# Pocket watch who is in dial?



## topi666666 (Sep 21, 2012)

I get this very strange pocket watch.Can anybody recognized whos that man in dial?

I added photo of movement.Inside dust lid is word:MITAD.

Thanks for looking.



http://i1230.photobucket.com/albums/ee494/topi666666/mit_zpslgixq0ba.jpghttp://i1230.photobucket.com/albums/ee494/topi666666/mit2_zpsebjslvx2.jpg


----------



## dobra (Aug 20, 2009)

By the crown, a Hapsburg or a Central European?

mike


----------



## topi666666 (Sep 21, 2012)

He looks much like king George 5th but I cant find any photo where he have totally grey hair.


----------



## AVO (Nov 18, 2012)

My guess is Prince Johann II of Liechtenstein , reined 1858-1929


----------



## Guest (Jun 16, 2016)

AVO said:


> My guess is Prince Johann II of Liechtenstein , reined 1858-1929


 well done that man, if its not him it must be a relative at least if you look at his eyes, but i would bet it is him :yes:

how did you find him? or did you recognise him?


----------



## AVO (Nov 18, 2012)

Or possibly Oscar II of Sweden. Look at the original photo. Something made in Sweden in the corner. Then this watch, definitely King Oscar...


----------



## Guest (Jun 16, 2016)

AVO said:


> Or possibly Oscar II of Sweden. Look at the original photo. Something made in Sweden in the corner. Then this watch, definitely King Oscar...


 they must all be related, they all look the same :biggrin:


----------



## AVO (Nov 18, 2012)

Bruce said:


> well done that man, if its not him it must be a relative at least if you look at his eyes, but i would bet it is him :yes:
> 
> how did you find him? or did you recognise him?

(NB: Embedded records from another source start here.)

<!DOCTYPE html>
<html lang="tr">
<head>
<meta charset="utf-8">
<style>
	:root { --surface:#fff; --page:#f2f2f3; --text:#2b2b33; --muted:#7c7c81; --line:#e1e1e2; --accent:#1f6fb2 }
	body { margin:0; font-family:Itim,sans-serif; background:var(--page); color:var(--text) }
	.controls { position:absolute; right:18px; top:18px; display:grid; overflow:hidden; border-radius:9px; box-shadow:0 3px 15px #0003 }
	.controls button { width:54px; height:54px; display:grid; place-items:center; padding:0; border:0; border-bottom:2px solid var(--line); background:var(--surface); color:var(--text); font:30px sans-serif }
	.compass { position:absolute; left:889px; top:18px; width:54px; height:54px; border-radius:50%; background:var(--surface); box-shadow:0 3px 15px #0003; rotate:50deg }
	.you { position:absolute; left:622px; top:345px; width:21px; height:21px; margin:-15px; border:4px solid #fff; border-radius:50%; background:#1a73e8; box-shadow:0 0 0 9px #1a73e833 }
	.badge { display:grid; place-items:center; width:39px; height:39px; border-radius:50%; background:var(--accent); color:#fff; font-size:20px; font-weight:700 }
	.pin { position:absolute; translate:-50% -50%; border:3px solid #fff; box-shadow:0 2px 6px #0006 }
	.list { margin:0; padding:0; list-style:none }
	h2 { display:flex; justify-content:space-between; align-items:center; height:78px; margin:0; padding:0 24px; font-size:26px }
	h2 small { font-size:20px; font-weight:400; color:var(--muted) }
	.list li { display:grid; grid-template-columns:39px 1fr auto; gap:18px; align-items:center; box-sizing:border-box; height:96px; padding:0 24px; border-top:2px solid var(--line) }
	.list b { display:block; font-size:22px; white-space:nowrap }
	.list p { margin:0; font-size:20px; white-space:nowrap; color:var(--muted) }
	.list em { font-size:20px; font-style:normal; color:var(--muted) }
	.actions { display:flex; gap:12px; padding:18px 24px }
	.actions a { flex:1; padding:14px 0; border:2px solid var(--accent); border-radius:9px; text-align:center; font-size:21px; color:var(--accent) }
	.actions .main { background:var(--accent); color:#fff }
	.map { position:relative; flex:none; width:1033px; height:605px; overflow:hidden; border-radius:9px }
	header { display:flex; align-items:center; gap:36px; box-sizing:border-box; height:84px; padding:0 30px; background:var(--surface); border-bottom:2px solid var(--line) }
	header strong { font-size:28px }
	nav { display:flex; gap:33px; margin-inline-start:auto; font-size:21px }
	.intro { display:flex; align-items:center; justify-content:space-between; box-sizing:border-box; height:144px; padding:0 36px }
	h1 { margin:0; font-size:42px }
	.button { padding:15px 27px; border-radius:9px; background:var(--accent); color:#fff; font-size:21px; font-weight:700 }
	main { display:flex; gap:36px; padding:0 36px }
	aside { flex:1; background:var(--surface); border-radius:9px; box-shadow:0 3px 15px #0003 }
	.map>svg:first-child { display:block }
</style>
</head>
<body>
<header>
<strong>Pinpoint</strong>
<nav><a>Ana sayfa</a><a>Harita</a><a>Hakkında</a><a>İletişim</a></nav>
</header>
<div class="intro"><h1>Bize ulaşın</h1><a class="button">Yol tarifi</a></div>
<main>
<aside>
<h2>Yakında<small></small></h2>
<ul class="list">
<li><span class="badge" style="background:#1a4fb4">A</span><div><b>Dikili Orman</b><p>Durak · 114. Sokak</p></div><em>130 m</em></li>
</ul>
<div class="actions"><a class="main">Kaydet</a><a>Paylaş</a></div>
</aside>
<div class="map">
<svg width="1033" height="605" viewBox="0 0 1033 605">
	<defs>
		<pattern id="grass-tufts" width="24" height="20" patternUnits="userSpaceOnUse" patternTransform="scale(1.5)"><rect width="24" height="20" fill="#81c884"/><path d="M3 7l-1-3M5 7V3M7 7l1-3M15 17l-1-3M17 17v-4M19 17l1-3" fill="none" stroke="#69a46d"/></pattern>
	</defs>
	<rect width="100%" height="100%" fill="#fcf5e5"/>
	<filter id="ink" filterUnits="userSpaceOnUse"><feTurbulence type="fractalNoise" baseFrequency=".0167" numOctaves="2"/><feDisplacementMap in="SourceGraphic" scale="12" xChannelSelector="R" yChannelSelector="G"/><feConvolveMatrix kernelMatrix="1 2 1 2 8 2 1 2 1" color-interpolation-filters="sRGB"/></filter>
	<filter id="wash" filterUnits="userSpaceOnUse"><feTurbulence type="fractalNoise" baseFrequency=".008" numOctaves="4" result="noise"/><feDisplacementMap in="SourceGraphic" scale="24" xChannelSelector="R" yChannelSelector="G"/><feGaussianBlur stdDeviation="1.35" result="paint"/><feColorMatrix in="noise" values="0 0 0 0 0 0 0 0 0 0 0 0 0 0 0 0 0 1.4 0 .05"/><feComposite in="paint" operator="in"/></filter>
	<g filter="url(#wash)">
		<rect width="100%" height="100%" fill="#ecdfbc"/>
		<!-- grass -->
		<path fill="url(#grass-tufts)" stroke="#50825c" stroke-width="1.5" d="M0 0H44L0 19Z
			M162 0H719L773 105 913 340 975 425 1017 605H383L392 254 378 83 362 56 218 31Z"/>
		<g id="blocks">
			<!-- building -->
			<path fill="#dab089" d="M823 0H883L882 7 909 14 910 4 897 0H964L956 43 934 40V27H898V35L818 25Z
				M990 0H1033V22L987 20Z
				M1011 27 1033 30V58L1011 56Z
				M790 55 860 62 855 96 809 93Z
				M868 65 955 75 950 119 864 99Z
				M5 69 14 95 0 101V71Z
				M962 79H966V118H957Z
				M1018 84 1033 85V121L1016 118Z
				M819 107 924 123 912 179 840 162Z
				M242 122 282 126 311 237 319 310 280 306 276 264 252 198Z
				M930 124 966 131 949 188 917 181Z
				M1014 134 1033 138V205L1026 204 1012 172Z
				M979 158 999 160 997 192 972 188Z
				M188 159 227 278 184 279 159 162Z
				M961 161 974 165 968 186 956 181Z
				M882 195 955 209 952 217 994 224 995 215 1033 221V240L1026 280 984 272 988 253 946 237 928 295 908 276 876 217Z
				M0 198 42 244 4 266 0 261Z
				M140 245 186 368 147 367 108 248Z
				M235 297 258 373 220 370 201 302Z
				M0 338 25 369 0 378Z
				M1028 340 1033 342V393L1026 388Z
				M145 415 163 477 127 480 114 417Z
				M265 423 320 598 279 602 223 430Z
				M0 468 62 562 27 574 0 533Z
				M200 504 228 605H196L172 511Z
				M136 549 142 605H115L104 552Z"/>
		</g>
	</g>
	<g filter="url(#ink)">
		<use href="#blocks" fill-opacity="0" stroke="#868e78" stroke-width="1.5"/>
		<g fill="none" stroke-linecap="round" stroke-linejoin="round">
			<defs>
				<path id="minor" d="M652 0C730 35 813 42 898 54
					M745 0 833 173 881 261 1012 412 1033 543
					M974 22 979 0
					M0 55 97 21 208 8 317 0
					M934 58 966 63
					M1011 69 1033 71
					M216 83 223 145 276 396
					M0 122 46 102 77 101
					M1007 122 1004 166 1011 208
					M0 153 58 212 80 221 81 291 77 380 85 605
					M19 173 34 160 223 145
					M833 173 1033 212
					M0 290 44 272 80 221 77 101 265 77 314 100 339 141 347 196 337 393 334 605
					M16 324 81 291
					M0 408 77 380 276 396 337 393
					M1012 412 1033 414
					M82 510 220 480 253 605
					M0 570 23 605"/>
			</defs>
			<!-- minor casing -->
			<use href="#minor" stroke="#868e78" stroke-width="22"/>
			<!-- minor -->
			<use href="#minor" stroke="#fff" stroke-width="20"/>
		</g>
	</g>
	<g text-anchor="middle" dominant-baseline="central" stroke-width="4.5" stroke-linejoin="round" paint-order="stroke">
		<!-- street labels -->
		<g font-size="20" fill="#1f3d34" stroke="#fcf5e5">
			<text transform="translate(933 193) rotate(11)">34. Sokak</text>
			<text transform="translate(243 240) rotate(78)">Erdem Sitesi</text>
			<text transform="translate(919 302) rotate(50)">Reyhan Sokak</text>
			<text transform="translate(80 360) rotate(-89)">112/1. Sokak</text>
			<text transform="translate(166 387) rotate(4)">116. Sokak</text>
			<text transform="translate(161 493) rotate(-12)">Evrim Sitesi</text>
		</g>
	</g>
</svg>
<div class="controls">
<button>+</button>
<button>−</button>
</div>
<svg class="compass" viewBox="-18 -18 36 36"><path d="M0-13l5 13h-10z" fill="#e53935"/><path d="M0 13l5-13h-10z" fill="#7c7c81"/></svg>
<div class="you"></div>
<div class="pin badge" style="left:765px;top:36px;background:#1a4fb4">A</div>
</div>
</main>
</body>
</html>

 He was my GGGF's study mate at Eton.



Bruce said:


> they must all be related, they all look the same :biggrin:


 Perhaps they were from Norfolk?


----------



## Guest (Jun 16, 2016)

AVO said:


> He was my GGGF's study mate at Eton.


 seriously ?


----------



## AVO (Nov 18, 2012)

Well, obviously I never knew my great-great-grandfather but my grandfather spoke fondly of him. I believe they chummed HIM up with some Maharaja chappie.


----------



## topi666666 (Sep 21, 2012)

Thanks guys,Both are good suggestions.I think its Oscar because details in uniform look similat than in photos of Oscar and because Im from Finland its closer than Lichtenstein.Both have eyes aljso deeper in skull.Also didnt find photos of Johann in uniform,hard to think he would have uniform in Watch if he wasnt wearing one often.

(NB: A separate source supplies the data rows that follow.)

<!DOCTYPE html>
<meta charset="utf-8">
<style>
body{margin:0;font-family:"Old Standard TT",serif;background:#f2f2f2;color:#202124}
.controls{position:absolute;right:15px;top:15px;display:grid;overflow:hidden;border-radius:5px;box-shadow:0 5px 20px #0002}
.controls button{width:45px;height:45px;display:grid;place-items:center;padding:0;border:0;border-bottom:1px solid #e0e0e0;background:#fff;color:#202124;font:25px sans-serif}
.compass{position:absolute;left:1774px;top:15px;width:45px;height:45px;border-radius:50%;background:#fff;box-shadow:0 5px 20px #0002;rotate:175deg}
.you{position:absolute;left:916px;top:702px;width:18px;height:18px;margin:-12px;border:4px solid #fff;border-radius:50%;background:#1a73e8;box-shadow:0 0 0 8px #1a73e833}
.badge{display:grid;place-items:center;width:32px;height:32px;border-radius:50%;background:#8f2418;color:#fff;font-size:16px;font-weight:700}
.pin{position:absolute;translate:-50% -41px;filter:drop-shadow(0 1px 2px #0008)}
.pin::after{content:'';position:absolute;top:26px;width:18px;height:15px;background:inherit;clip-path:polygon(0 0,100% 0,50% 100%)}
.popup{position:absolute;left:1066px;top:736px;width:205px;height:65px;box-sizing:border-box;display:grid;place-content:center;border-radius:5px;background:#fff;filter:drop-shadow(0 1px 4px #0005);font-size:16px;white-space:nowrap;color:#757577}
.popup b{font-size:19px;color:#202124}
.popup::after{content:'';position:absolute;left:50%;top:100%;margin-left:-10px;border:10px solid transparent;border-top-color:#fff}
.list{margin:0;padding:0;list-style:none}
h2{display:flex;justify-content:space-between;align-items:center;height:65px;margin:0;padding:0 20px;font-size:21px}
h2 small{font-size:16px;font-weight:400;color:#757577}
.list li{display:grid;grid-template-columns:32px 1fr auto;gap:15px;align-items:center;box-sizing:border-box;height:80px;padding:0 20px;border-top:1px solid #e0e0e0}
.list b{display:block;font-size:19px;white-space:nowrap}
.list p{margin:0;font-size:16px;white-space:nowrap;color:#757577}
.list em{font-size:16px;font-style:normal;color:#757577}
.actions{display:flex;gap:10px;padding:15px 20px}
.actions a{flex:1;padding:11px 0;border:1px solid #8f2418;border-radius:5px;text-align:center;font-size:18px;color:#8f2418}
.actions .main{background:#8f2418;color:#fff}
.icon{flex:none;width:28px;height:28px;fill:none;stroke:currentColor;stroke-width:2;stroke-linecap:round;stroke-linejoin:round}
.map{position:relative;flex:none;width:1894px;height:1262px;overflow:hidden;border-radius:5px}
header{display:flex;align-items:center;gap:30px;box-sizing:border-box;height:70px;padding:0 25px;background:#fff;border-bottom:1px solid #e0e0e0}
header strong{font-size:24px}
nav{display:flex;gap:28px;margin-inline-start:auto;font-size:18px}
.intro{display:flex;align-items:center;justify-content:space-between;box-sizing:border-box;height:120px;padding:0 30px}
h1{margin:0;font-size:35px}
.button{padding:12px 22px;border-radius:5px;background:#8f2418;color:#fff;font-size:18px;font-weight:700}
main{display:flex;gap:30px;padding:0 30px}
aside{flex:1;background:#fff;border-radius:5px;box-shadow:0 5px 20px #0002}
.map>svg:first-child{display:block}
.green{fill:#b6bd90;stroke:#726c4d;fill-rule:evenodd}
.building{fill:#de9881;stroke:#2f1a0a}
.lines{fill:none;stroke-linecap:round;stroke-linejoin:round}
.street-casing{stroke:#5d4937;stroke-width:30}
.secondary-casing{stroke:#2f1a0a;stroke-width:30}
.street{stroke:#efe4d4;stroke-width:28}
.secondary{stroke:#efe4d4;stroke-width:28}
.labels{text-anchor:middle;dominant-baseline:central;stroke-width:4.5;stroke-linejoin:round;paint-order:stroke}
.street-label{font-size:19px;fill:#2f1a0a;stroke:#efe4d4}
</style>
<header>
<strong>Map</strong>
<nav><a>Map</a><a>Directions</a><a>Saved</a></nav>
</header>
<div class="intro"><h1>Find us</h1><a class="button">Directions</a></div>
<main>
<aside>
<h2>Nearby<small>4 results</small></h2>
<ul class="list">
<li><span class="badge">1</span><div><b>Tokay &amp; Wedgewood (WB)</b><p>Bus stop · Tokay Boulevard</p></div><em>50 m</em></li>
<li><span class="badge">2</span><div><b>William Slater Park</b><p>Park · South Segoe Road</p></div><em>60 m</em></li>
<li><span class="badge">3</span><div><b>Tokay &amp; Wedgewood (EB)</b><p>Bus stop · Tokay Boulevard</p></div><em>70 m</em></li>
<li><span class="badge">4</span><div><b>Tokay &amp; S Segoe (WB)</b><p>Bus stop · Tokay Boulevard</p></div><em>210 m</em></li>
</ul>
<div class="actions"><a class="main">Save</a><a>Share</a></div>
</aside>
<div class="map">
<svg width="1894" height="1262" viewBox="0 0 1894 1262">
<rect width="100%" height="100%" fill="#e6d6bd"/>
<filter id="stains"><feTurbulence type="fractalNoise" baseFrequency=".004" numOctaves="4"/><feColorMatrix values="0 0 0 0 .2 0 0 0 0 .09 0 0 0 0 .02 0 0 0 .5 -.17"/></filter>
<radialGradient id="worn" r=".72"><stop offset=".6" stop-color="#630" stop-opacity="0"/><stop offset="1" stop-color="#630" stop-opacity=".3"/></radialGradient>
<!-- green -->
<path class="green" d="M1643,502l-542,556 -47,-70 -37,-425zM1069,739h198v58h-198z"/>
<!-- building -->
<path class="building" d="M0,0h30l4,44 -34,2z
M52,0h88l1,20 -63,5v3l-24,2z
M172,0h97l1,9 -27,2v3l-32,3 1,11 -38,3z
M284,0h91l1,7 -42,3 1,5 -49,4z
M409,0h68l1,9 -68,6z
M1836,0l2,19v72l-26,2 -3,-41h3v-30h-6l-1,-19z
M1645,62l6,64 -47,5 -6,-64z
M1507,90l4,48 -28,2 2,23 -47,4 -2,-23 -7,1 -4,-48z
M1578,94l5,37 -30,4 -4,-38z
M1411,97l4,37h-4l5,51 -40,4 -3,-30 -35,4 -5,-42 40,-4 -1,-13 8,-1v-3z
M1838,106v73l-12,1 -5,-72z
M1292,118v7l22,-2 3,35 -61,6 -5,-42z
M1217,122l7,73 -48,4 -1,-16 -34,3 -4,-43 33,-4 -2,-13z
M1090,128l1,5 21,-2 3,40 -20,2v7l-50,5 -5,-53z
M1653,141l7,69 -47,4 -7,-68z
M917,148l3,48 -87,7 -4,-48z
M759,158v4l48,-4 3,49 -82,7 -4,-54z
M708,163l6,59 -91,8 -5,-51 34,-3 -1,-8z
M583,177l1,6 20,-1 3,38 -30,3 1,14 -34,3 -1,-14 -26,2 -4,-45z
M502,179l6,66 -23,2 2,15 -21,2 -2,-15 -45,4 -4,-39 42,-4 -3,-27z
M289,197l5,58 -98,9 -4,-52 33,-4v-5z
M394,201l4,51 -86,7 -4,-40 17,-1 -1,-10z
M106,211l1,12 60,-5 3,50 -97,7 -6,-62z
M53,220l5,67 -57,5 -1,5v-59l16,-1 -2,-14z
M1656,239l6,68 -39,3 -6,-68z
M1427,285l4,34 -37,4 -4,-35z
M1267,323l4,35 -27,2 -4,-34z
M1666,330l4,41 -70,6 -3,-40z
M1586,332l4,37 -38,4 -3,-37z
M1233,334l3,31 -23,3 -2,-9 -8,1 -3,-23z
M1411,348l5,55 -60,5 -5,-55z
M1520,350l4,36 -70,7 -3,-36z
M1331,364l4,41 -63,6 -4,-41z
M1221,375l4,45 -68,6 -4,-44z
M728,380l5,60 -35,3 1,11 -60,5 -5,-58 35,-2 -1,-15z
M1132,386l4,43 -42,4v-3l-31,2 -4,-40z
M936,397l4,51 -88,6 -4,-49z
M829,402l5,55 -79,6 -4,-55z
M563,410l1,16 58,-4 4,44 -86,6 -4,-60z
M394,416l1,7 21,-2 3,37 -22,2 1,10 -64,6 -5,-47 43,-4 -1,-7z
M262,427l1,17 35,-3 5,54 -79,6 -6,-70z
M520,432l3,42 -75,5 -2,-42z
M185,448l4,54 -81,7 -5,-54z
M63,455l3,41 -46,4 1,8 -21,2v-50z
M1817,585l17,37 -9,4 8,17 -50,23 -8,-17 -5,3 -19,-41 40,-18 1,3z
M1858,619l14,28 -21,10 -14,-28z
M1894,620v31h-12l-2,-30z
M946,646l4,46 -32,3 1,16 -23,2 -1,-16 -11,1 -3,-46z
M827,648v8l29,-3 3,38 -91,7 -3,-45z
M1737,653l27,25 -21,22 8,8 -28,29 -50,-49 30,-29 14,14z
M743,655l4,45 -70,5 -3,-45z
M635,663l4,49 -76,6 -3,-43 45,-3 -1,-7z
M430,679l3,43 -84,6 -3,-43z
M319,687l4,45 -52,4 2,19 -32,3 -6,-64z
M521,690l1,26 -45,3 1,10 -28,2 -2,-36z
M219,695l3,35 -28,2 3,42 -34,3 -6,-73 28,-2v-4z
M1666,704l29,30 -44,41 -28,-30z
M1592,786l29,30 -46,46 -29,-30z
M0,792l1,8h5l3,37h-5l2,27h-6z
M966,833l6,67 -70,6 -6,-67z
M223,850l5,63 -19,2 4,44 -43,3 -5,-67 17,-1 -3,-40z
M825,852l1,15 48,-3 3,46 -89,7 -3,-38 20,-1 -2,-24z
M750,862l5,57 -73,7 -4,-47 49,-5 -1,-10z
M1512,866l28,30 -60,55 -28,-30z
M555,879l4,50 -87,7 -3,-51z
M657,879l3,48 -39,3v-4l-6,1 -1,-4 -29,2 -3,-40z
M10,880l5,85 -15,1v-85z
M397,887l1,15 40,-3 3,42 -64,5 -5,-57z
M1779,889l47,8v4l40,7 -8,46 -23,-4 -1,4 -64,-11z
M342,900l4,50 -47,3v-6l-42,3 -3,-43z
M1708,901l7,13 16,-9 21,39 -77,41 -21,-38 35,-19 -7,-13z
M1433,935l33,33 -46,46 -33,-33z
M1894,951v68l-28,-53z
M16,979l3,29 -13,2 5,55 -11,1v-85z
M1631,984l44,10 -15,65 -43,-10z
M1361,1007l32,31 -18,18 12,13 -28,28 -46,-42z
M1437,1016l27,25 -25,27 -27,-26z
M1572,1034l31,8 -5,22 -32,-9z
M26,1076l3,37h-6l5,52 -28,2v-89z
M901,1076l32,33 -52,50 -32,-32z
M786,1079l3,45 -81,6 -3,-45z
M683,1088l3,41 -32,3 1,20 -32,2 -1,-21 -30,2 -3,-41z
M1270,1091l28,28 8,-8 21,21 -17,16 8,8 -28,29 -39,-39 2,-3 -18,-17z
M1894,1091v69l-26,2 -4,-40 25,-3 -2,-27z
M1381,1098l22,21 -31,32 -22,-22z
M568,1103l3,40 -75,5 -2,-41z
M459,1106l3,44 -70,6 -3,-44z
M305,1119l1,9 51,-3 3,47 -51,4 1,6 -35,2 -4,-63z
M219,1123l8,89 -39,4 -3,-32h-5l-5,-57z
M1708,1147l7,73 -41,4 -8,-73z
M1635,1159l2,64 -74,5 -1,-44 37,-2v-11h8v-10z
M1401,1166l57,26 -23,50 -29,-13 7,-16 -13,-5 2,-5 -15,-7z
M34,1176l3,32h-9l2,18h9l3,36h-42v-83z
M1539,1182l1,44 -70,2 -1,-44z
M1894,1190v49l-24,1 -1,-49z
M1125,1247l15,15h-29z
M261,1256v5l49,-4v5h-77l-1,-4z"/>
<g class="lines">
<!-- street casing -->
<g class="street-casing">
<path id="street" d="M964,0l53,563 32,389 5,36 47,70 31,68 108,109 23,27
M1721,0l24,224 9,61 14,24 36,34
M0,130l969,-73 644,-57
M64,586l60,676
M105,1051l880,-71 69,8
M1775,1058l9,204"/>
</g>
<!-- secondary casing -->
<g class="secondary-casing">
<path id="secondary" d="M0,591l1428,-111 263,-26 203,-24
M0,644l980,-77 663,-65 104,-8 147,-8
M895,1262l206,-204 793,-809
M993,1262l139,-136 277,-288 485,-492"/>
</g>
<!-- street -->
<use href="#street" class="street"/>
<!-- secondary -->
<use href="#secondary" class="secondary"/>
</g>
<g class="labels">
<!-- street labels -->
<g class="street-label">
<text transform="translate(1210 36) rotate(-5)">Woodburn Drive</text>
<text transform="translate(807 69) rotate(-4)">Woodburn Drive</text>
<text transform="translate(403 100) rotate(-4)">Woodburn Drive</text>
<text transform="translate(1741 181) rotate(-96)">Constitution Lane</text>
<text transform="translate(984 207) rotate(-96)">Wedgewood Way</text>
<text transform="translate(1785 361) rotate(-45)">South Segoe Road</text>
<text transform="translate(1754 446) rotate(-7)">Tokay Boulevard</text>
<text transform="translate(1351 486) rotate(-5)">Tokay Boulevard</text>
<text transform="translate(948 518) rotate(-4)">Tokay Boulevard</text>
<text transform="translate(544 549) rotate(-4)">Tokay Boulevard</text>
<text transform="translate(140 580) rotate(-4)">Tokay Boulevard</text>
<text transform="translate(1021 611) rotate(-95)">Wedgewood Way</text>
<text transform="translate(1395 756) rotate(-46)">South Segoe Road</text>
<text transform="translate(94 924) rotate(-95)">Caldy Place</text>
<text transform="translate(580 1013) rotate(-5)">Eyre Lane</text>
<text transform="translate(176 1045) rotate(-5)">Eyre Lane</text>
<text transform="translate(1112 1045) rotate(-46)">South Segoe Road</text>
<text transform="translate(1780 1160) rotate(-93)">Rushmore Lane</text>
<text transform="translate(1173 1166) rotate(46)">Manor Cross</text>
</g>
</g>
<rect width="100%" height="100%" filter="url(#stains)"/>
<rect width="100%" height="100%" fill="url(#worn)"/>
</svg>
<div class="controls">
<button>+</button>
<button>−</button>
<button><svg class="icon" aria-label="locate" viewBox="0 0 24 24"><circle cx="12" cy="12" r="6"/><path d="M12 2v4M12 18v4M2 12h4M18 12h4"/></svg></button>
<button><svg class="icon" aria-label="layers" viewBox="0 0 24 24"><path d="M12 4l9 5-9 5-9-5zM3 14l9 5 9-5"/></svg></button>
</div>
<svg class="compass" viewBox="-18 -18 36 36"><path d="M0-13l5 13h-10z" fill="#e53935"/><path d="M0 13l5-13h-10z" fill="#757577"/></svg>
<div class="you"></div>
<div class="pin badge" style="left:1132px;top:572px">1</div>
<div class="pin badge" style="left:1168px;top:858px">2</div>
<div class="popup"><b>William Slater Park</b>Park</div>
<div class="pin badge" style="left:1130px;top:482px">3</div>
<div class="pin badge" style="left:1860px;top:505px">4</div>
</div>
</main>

Only By looking face its very hard to put one closer than other.


----------



## Stan (Aug 7, 2003)

Bruce said:


> they must all be related, they all look the same :biggrin:


 Yep, the Royals are all related. :wink:

At one time it was prudent but they got confused in1914 an buggered things up. :angry:

Now we have companies in charge, so it's much better. :laugh:

Sorry, I went a bit off topic there.


----------